Peterson Space Observer

Airman living the dream

By Griffin Swartzell | 21st Space Wing Public Affairs

PETERSON AIR FORCE BASE, Colo. — Accomplishment takes many different shapes. Senior Airman Paul Karasiewicz, 21st Civil Engineer Squadron fire department driver operator, says his greatest accomplishment is showing up to work every day with a positive attitude.

“I know it doesn’t seem like a whole lot,” he says, “but it’s very hard to have that drive every single day, so I’m making my biggest goal to come to work with high drive and give the best customer service for [Peterson Air Force Base, Colorado] and anyone around us.”

The support Karasiewicz and the fire department provide ensures that facilities necessary to the 21st Space Wing’s mission are fire safe, a crucial support task for any military mission.
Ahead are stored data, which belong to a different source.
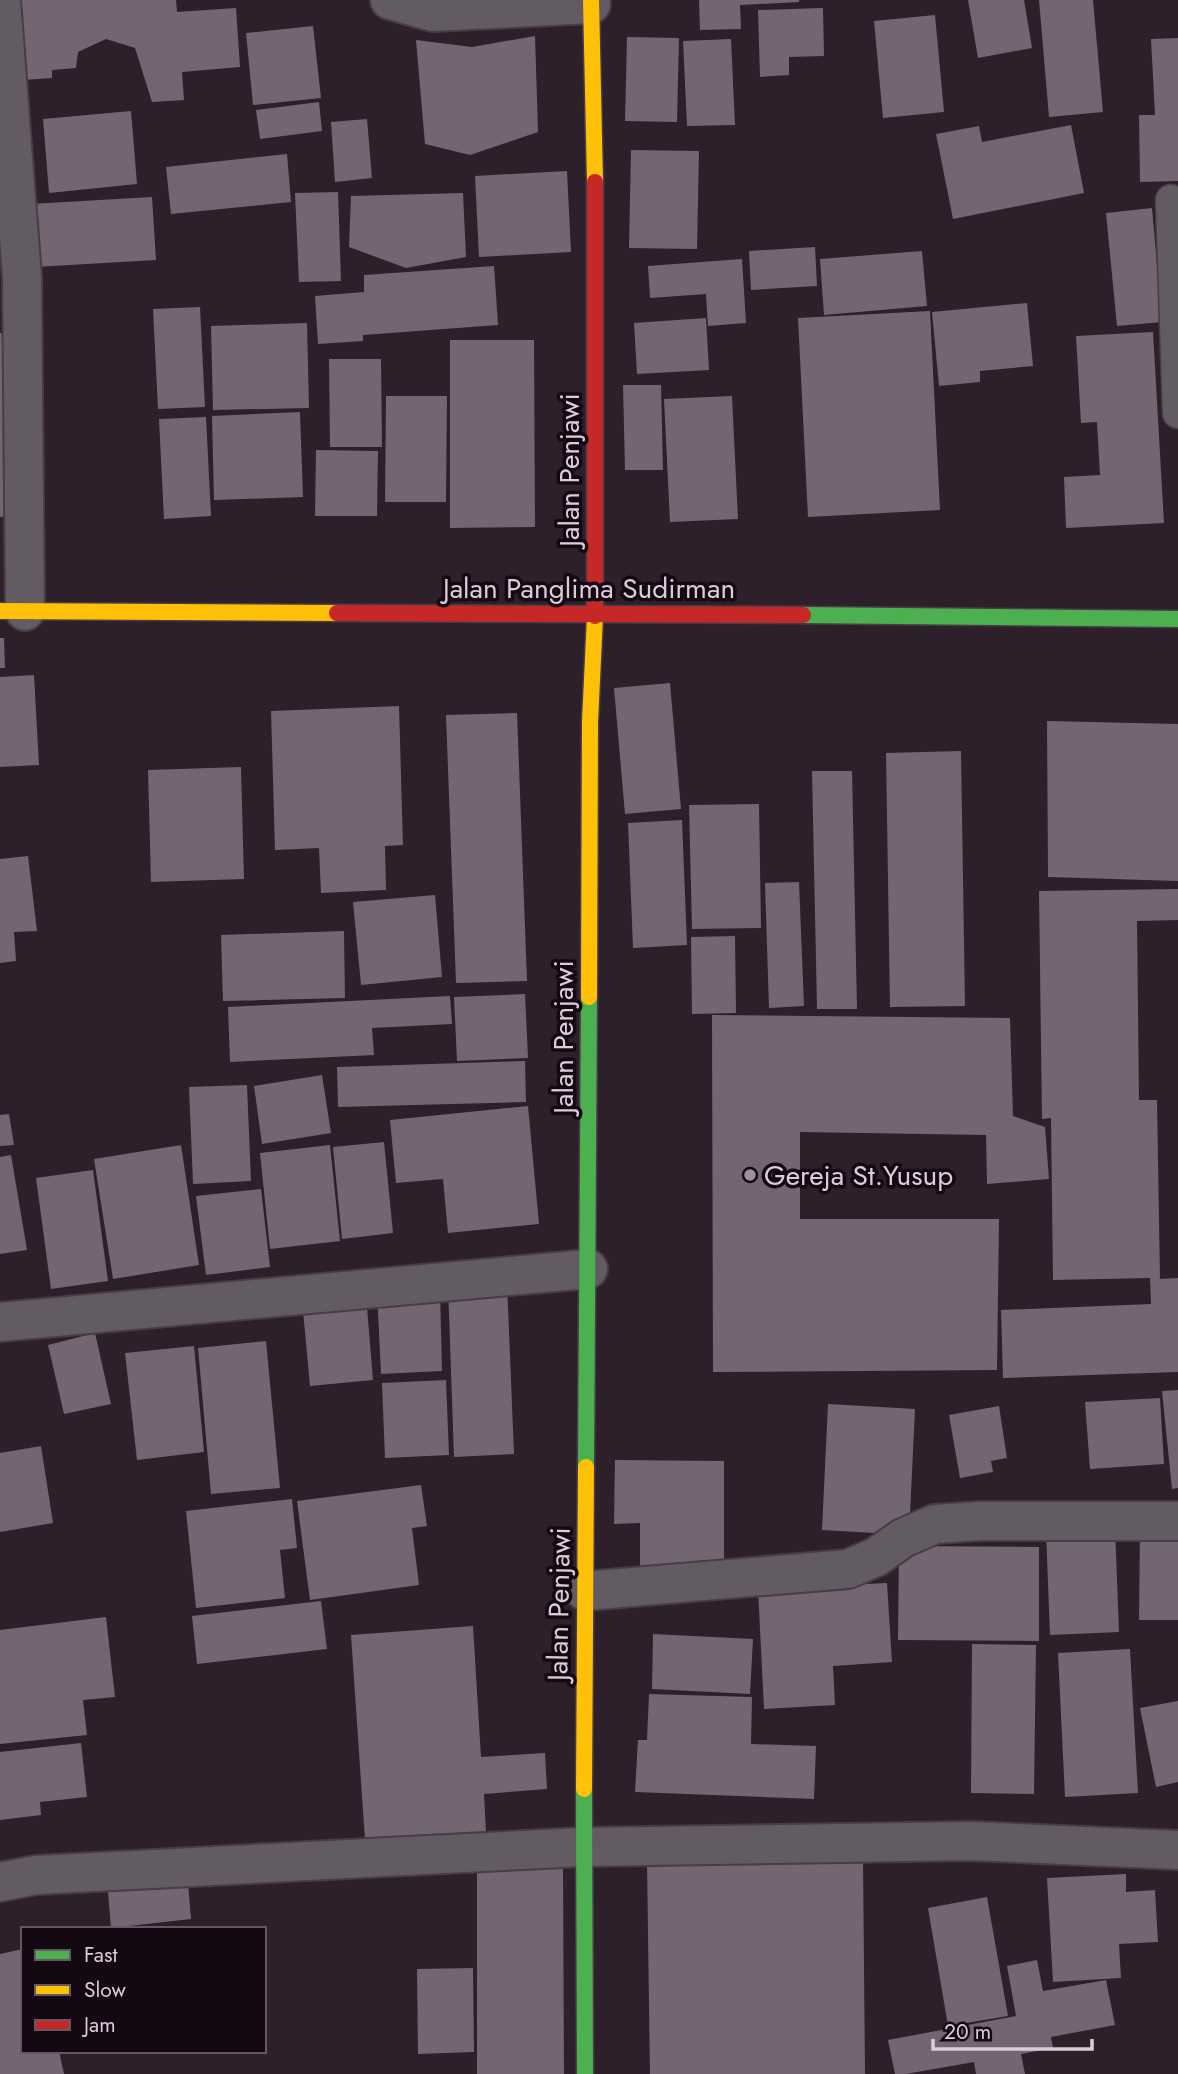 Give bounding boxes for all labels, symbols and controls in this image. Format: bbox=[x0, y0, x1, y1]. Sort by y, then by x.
street label: Jalan Penjawi bbox=[549, 393, 590, 551]
street label: Jalan Panglima Sudirman bbox=[439, 568, 735, 609]
street label: Jalan Penjawi bbox=[543, 960, 584, 1118]
place label: Gereja St.Yusup bbox=[764, 1155, 953, 1196]
marker: Gereja St.Yusup bbox=[742, 1167, 758, 1183]
street label: Jalan Penjawi bbox=[537, 1527, 581, 1685]
legend bbox=[21, 1927, 266, 2053]
text: Fast bbox=[84, 1940, 117, 1970]
text: Slow bbox=[84, 1975, 126, 2005]
scale bar bbox=[933, 2008, 1092, 2052]
text: Jam bbox=[81, 2010, 116, 2040]
text: 20 m bbox=[944, 2017, 991, 2047]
“Doing what we do every day allows them to do what they do every day to keep everyone safe,” he says.

Karasiewicz joined the Air Force to provide a good life for his kids and grow into the kind of father they needed.

“I found out I was having children at a very young age, and I wanted to give them the best lifestyle I could,” he says.

Karasiewicz’s father had a 24-year career in the Air Force, ultimately retiring as a Master Sergeant. He hopes his children, too, will follow in his and his father’s footsteps.

“I’ve pushed to give my kids the best life that they can have, especially being several states away from them,” he says. “To wake up every single day ready to go, knowing that they’re going to thank me one day, that they’re going to have an easier lifestyle than I was able to start off with is worth it.”

Though he doesn’t get to see his kids as much as he likes, Karasiewicz channels that commitment into his mission and into his customer service attitude. He says he enjoys pulling better-than-expected outcomes from bad situations and seeing the smiles that work puts on the faces of the people he helps. Further, he has a very big family in the form of his section, where he works a 48-hours on, 48-hours off schedule.

“We’re always together, just as much as we are with our loved ones at home,” he says. “We try to spend time on shift and off shift, and we get to know each other’s families. We really are family more than co-workers.”